Has Iron Ore Gone Crazy?

Iron ore prices remained not all that far from multiyear lows Monday morning, but iron ore miner stocks rose sharply after officials told attendees at China’s National People’s Congress over the weekend that the government would permit a large, even record, deficit and a higher money supply to ensure economic growth of 6.5% to 7.0% for the year. Because China drives demand for steel, the reports have been a strong positive for iron ore miners.

Cliffs Natural Resources Inc. (NYSE: CLF) saw its stock price rise more than 6% on Friday and pop nearly 30% again Monday morning before settling back. Rio Tinto PLC (NYSE: RIO) and BHP Billiton Ltd. (NYSE: BHP) both added around 4% in Australian trading and have gained about 3.5% and 2.5%, respectively, in New York Monday morning. Australia-traded Fortescue added 24% Monday, and Brazil’s Vale S.A. (NYSE: VALE) added a whopping 62% over the past five trading days by Monday morning.

Also in the past five days, iron ore prices have risen from just under $49 per metric ton to nearly $53 at Friday’s closing. That 8% gain has been magnified by last week’s imposition of a 266% tariff on Chinese cold-rolled steel imported into the U.S. Steel imported from Brazil, India, Japan, Korea, Russia and the United Kingdom will also be affected by smaller duties. Our recent look at the steel market and steel stocks was not encouraging.

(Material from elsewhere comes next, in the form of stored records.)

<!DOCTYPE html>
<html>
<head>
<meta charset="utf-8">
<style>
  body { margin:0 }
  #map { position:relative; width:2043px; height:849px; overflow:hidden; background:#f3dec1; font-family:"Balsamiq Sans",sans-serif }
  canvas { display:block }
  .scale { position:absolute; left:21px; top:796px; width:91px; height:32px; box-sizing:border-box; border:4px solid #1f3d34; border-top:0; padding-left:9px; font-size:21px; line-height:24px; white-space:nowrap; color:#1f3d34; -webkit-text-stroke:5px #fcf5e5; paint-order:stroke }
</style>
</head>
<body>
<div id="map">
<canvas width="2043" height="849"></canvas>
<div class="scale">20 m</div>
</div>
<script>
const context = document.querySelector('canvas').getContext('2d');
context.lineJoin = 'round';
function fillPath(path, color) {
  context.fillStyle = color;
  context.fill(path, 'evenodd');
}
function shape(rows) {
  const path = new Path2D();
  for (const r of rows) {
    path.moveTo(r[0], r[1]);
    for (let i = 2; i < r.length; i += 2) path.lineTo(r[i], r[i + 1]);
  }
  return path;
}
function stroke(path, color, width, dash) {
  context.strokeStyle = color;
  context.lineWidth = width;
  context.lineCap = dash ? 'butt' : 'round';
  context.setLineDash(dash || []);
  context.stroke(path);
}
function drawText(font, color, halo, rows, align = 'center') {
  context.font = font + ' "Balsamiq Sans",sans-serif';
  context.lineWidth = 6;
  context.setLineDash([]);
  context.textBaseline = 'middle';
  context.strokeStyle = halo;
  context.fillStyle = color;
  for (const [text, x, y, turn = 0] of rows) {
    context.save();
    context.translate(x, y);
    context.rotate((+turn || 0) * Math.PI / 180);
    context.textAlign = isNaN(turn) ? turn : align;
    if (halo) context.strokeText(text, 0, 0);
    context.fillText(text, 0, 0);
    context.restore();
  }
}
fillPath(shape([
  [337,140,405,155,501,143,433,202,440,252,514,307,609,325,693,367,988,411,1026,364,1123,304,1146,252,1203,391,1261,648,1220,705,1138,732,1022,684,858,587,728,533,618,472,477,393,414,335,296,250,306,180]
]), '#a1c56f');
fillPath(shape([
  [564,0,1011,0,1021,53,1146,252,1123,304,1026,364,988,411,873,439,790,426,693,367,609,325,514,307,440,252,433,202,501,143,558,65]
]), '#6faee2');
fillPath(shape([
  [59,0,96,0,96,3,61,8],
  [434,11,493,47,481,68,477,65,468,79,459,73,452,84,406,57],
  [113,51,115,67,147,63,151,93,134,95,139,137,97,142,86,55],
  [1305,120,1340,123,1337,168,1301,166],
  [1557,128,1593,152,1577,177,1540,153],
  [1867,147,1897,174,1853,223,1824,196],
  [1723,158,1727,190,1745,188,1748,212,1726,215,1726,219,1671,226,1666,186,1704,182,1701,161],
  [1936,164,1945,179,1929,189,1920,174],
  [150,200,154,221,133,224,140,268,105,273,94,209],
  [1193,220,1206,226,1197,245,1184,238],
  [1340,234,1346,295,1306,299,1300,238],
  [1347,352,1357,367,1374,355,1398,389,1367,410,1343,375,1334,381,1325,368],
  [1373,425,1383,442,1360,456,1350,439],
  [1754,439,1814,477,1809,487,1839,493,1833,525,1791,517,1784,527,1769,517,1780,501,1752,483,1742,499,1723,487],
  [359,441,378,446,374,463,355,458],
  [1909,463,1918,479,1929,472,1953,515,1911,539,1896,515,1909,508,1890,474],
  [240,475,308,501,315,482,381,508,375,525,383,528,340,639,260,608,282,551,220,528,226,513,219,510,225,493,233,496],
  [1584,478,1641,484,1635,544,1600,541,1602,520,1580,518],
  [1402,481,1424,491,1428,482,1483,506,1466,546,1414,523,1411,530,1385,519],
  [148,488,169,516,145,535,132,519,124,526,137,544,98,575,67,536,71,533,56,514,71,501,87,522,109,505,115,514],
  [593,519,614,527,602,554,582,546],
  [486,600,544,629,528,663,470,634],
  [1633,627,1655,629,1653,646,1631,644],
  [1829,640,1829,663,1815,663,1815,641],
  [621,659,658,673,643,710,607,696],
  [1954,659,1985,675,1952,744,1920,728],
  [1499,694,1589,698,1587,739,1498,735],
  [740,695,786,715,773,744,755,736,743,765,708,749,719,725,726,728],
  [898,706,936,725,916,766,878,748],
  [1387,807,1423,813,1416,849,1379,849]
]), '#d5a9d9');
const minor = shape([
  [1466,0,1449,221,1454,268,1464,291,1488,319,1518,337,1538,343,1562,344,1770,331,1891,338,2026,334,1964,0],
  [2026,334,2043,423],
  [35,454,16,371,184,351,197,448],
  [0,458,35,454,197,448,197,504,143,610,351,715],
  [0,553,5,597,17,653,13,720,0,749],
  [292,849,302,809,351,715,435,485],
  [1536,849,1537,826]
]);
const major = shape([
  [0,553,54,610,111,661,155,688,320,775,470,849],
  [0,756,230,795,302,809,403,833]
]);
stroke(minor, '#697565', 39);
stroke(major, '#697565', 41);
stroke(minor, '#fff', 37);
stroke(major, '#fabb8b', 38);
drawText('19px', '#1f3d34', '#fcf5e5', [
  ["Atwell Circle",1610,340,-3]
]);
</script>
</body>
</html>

Some of the gains are also undoubtedly short covering. Short sellers were probably surprised by last week’s sudden upturn in iron ore prices and the bump to iron ore miner stocks.

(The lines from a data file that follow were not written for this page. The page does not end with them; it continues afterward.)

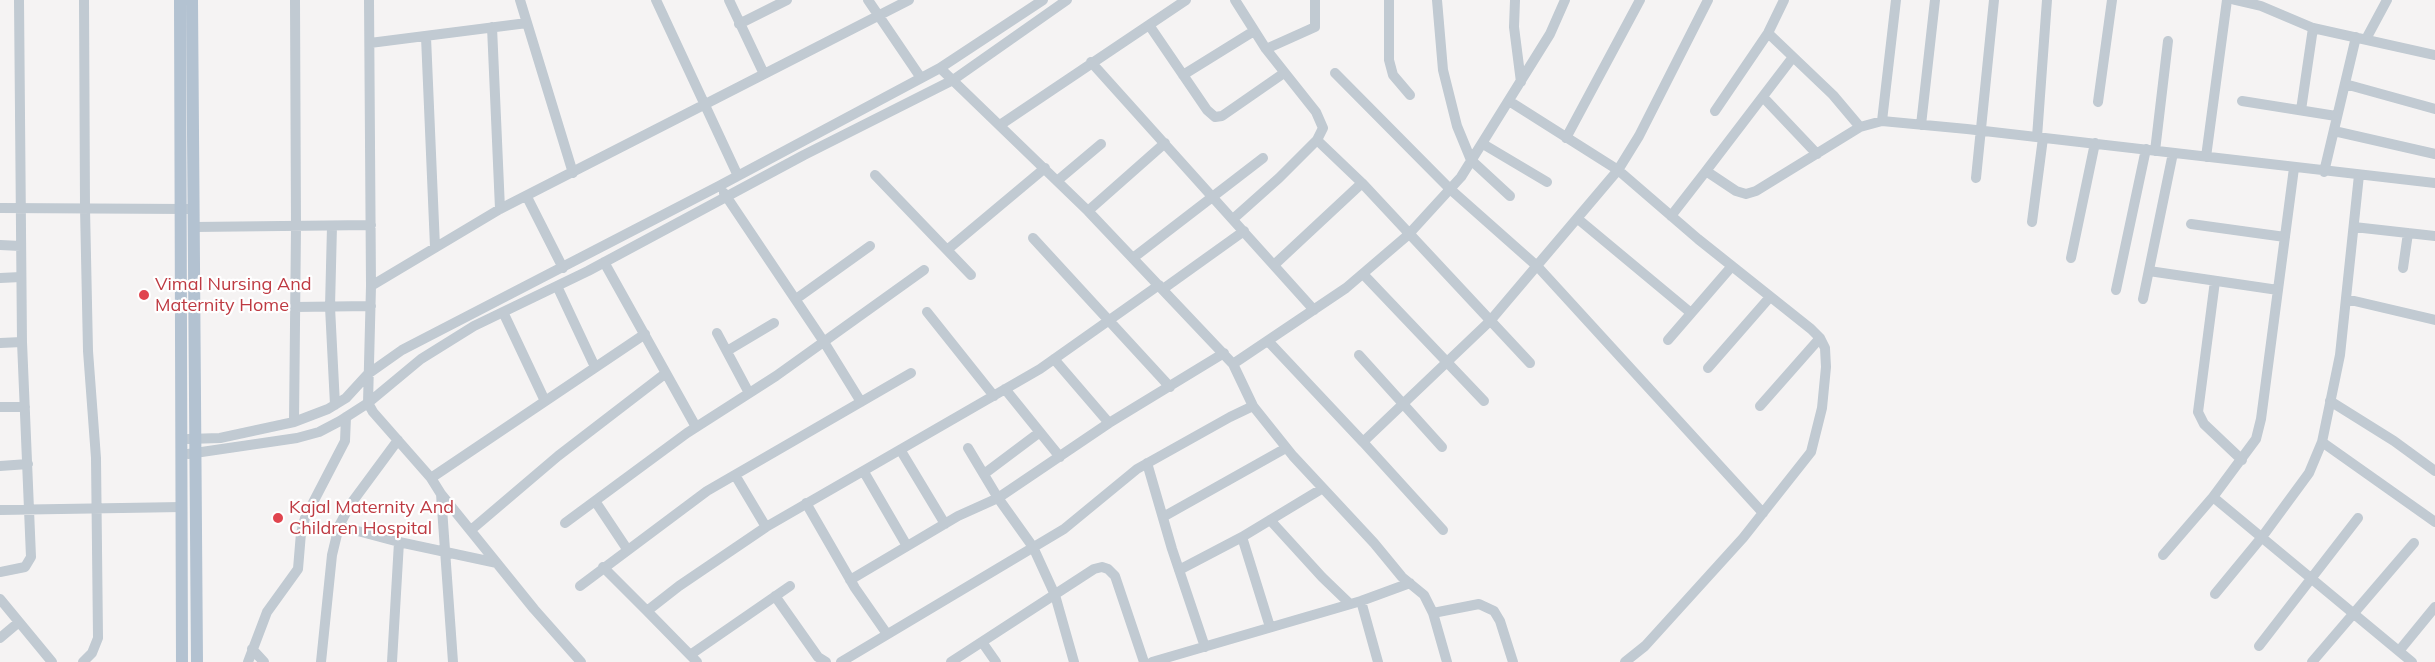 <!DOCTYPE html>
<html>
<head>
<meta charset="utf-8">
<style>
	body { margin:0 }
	canvas { display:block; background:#f5f3f3 }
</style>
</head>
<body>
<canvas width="2435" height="662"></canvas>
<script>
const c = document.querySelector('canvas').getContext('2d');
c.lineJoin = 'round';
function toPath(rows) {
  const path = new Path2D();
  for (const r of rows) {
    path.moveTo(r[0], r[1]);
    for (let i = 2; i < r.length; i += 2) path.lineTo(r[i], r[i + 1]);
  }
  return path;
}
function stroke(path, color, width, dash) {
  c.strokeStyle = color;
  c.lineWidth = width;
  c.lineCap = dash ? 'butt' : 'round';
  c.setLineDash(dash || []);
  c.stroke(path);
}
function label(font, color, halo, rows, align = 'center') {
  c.font = font + ' Mulish,sans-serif';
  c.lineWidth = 4.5;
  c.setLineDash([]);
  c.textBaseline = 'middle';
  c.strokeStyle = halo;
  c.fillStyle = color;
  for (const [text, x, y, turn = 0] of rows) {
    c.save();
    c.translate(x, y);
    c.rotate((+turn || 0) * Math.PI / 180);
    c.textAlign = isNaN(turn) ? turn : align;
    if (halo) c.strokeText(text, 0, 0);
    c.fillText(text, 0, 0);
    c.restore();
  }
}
stroke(toPath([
	[369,0,371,286,368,403,373,412,431,478,441,494,534,609,581,662],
	[520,0,573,173],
	[656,0,738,176],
	[729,0,764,74],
	[868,0,921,78],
	[1235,0,1266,49,1316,112,1323,128,1317,140,1362,183,1530,363],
	[1389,0,1389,60,1393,75,1410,95],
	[1437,0,1443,70,1457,126,1471,160,1510,196],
	[1515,0,1514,27,1521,82],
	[2235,0,2261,6,2313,28,2435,55],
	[739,24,787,0],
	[1149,25,1207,110,1215,117,1222,116,1284,73],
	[492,27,500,209],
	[1768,33,1833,95,1860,127],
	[426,37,435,247],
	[2366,39,2387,0],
	[370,43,527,23],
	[1266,49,1315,27,1315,0],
	[1091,62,1314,310],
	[940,68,1088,211,1233,364,1346,288,1408,235,1461,177,1550,34,1565,0],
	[1335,73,1450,189,1538,267,1763,513],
	[1183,75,1254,31],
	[2345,84,2435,109],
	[1763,97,1817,154],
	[1509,101,1618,170,1698,239,1811,329,1820,338,1825,348,1826,367,1822,408,1811,452,1743,538,1645,646,1625,662],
	[2242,101,2336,116],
	[2098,102,2112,0],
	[2301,110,2313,28],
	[1715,111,1768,33,1784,0],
	[1882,121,1896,0],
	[1000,125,1186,0],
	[1921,125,1935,0],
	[2334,131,2435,154],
	[2037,137,2047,0],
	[1566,138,1640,0],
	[1483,144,1547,182],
	[2155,151,2168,41],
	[2206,157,2227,0],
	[1706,171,1793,57],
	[2324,172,2356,37],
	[875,175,971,275],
	[1976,178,1994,0],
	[1057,181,1101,144],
	[724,193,824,342,861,402],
	[527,197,563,268],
	[0,208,188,209],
	[1088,211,1165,143],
	[1671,216,1706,171,1736,191,1746,194,1756,191,1860,127,1882,121,1967,129,2435,183],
	[1233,219,1279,178,1317,140],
	[1578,219,1691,313],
	[2032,222,2043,138],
	[2191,224,2285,237],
	[332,226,330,307,335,405],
	[194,227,371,225],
	[2354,227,2435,236],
	[1033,238,1170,387],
	[0,245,21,246],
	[947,250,1045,168],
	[1133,258,1263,158],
	[2071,258,2095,143],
	[604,262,696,427],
	[1274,265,1362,183],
	[2403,268,2408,233],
	[2149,271,2278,290],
	[1363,274,1484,401],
	[0,278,21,277],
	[2215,281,2198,412,2204,424,2242,460],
	[371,286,500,209,909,0],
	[557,286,595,367],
	[1163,289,1244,231],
	[2116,290,2146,149],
	[796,299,870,246],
	[2143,299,2173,153],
	[2346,299,2435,320],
	[295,307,371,306],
	[503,312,545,401],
	[927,312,994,396],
	[717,333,749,393],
	[1668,340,1732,266],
	[1268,341,1363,442,1490,321,1618,170,1639,136,1708,0],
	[0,343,22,342],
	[727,351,774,323],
	[1359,355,1442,447],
	[1054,359,1109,423],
	[1708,368,1770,297],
	[1005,389,1060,457],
	[2330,401,2394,441,2435,471],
	[1253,406,1293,456,1374,543,1402,577,1424,595,1433,613,1447,662],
	[1760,406,1820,338],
	[0,407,25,407],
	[294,422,296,227,295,0],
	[188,439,220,438,294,422,328,409,346,398,368,374,402,350,719,186,940,68,1043,0],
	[1363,442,1443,530],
	[2322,442,2435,522],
	[968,448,998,498,1033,547,1055,595,1074,662],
	[901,451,945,524],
	[188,454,297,438,319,432,340,421,368,403,421,359,474,326,588,271,804,155,953,80,1067,0],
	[1147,463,1172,549,1205,647],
	[0,466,28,464],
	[864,472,907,546],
	[984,474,1040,432],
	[735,475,766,527],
	[431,478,645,334],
	[441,494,453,662],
	[2213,497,2412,662],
	[595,501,627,549],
	[806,503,855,588,887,634],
	[0,510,182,507],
	[1163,517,1286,448],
	[1270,520,1322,577,1350,604],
	[565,523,687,433,776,376,924,270],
	[339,526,399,542,497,563],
	[471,530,558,456,666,373],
	[1242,537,1270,627],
	[2163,555,2213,497,2256,439,2261,419,2294,168],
	[603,567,647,611],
	[1179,570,1242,537,1323,488],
	[0,572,25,567,31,557,22,342,19,0],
	[850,580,958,516,998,498,1109,423,1224,353],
	[580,586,707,491,911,373],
	[2215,594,2262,537,2309,473,2322,442,2340,355,2359,175],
	[775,596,818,657,826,662],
	[0,599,52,662],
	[1361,601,1378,662],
	[1433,613,1479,604,1494,611,1500,621,1513,662],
	[0,638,19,622],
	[982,642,996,662],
	[2259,646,2358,518],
	[252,649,264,662],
	[2399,651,2435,607],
	[690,655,790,586],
	[83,662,92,653,98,638,96,458,88,351,85,208,84,0],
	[248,662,267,612,298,569,301,533,305,518,345,441,346,417],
	[321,662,332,555,339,526,350,505,398,440],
	[392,662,399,542],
	[697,662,647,611,679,586,766,527,1040,369,1159,285],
	[841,662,1064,529,1137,469,1230,417,1253,406,1233,364],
	[951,662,1094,569,1102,567,1108,569,1115,576,1144,662],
	[1152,662,1361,601,1410,583],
	[2312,662,2414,543]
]), '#c1cad2', 10);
stroke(toPath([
	[180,0,182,662],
	[192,0,197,662]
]), '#b3c2d1', 12);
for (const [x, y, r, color] of [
	[144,295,6,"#e0444e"],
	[278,518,6,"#e0444e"]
]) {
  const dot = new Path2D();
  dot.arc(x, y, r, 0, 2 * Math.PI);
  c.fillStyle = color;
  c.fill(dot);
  stroke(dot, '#fff', 2);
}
label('18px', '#be3a42', '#fff', [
	["Vimal Nursing And",155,285],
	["Maternity Home",155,306],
	["Kajal Maternity And",289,508],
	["Children Hospital",289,529]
], 'left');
</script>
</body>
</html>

The jump in both futures price and miners’ stock prices will only last if China keeps its promise to boost the country’s economy at any cost. That seems unlikely, unless the government plans to build more high-rise housing that will sit empty because demand has dried up. At best any recovery in the real estate market is likely to be short-lived and the current commodity and stock price rally will dissipate.

Cliffs traded at $3.44 in the first hour of Monday trading, up 20% for the day, in a 52-week range of $1.20 to $6.87. According to MarketBeat, the stock currently has seven Sell and three Hold ratings and a consensus price target of $2.20.

Vale traded up about 7.5%, at $4.71 in a 52-week range of $2.13 to $9.14. Recent analyst moves are more or less evenly split: HSBC maintained a Hold rating and boosted its price target from $2.20 to $2.80, Nomura has a Buy rating but lowered its price target from $5 to $3.50 and HSBC downgraded the stock from Buy to Hold.